Text: My father, JW, was told by his parents in Ohio in the 1970s, whenever he refused to finish his dinner: “Finish your food, there are children starving in China.”
My mother, IW, who grew up in suburb of Beijing in the same decade, was told something similar: “把饭吃完,美国还有小孩没饭吃” (bǎ fàn chī wán, Měiguó hái yǒu xiǎohái méi fàn chī), literally: “finish your food, in America there are still children with no food to eat.”
Both invocations were performed at the dinner table. Both intended to produce guilt in a child sufficient to clear the plate.
Context: In Ohio, JW’s parents and grandparents drew on a long American tradition of using China as the reference point for starving children. In Beijing, IW’s parents drew on Cultural Revolution rhetoric, in which capitalist America was officially characterized as a place of mass inequality and hunger.
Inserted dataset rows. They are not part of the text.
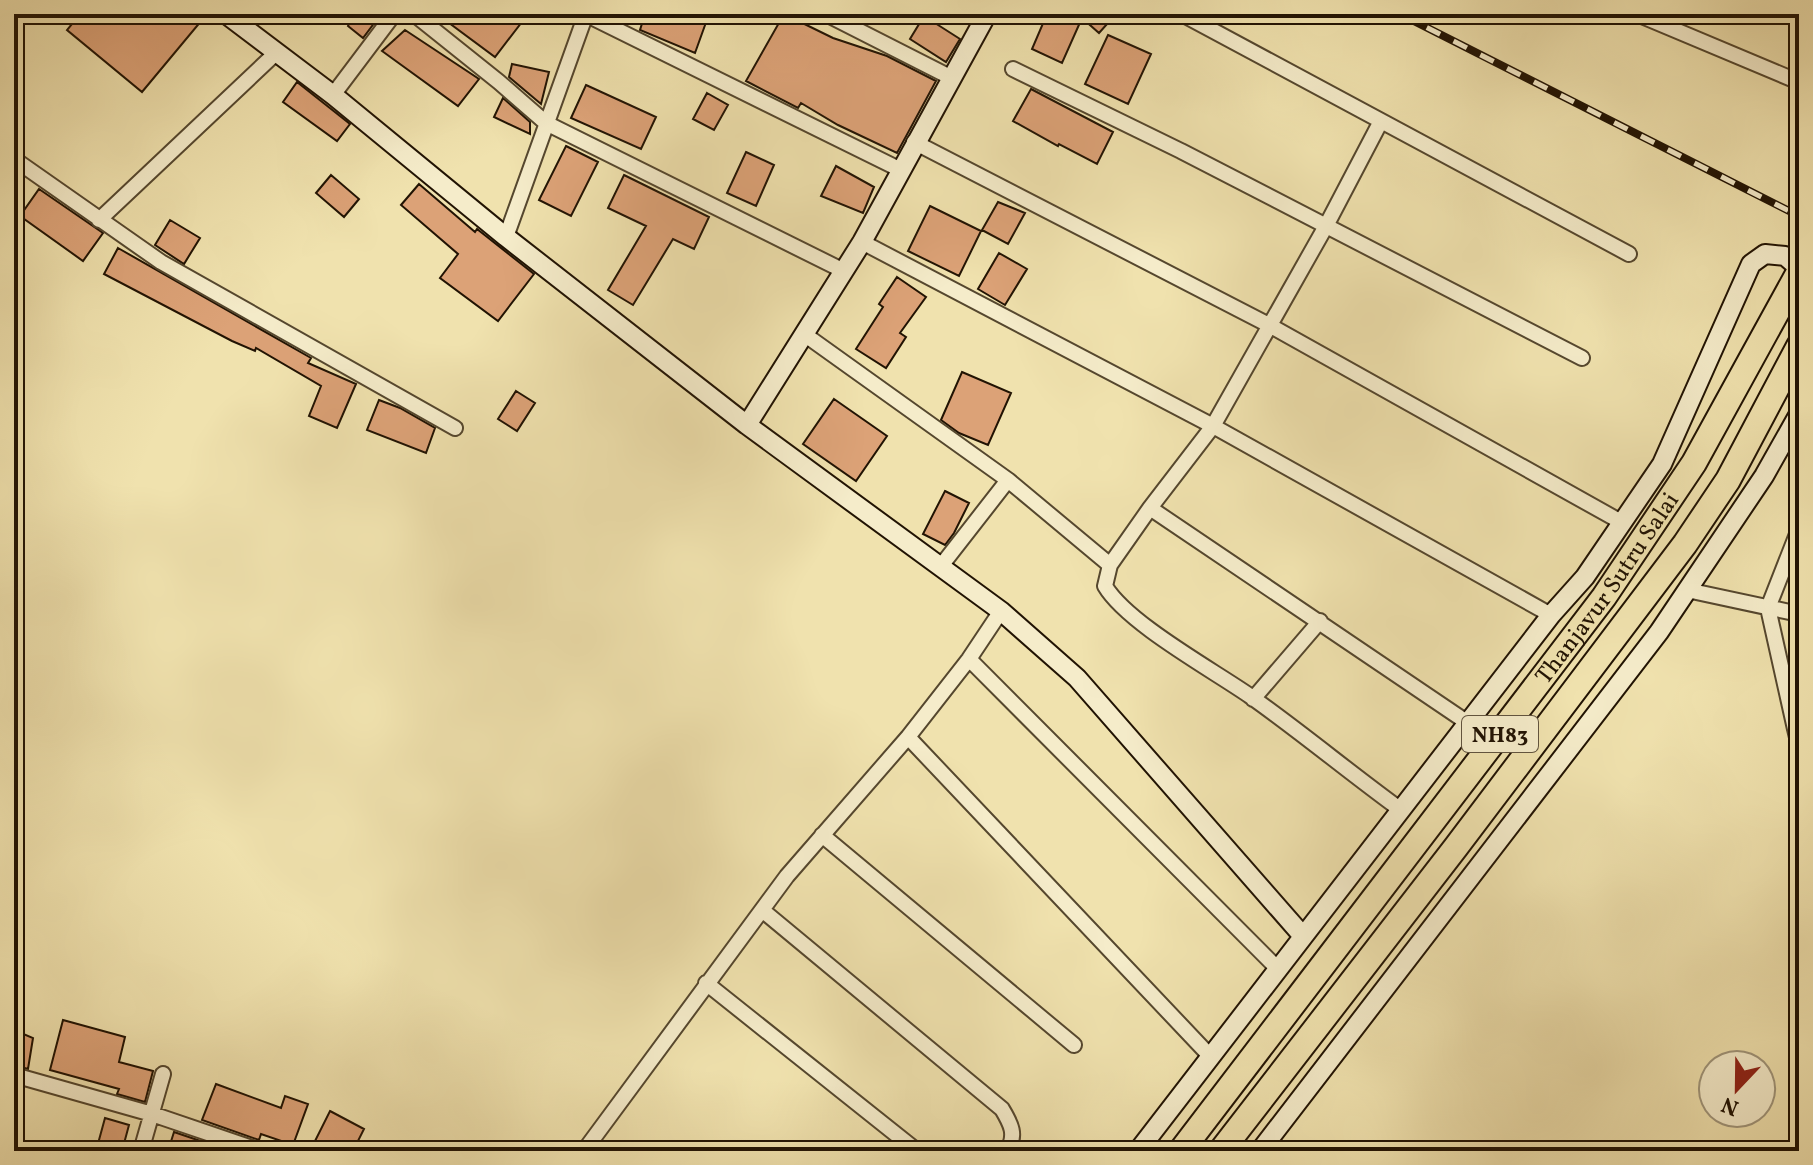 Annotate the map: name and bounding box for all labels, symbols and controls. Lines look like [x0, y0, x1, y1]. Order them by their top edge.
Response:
street label: Thanjavur Sutru Salai [1528, 486, 1688, 692]
road number: NH83 [1462, 716, 1538, 752]
north arrow [1697, 1049, 1777, 1129]
text: N [1717, 1088, 1744, 1123]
My parents realized this surprising symmetry in their respective childhoods after they had married.
Analysis: The mealtime “starving children” phrase is a textbook example of folk speech functioning as parental disciplinary technique. What is notable here is the mirror: in the same decade, parents in Ohio and parents in a Beijing suburb were deploying the identical rhetorical structure with the other country supplying the sympathetic reference point. In the United States, China is the pitiable other nation filled with hungry children, in China, it’s America. The form is highly stable across speakers, the only thing that varies is which country gets named, which is itself dictated by where you are sitting at dinner. It’s very interesting to me this convergent evolution from two sides of the world of deploying guilt and sympathy against stubborn children.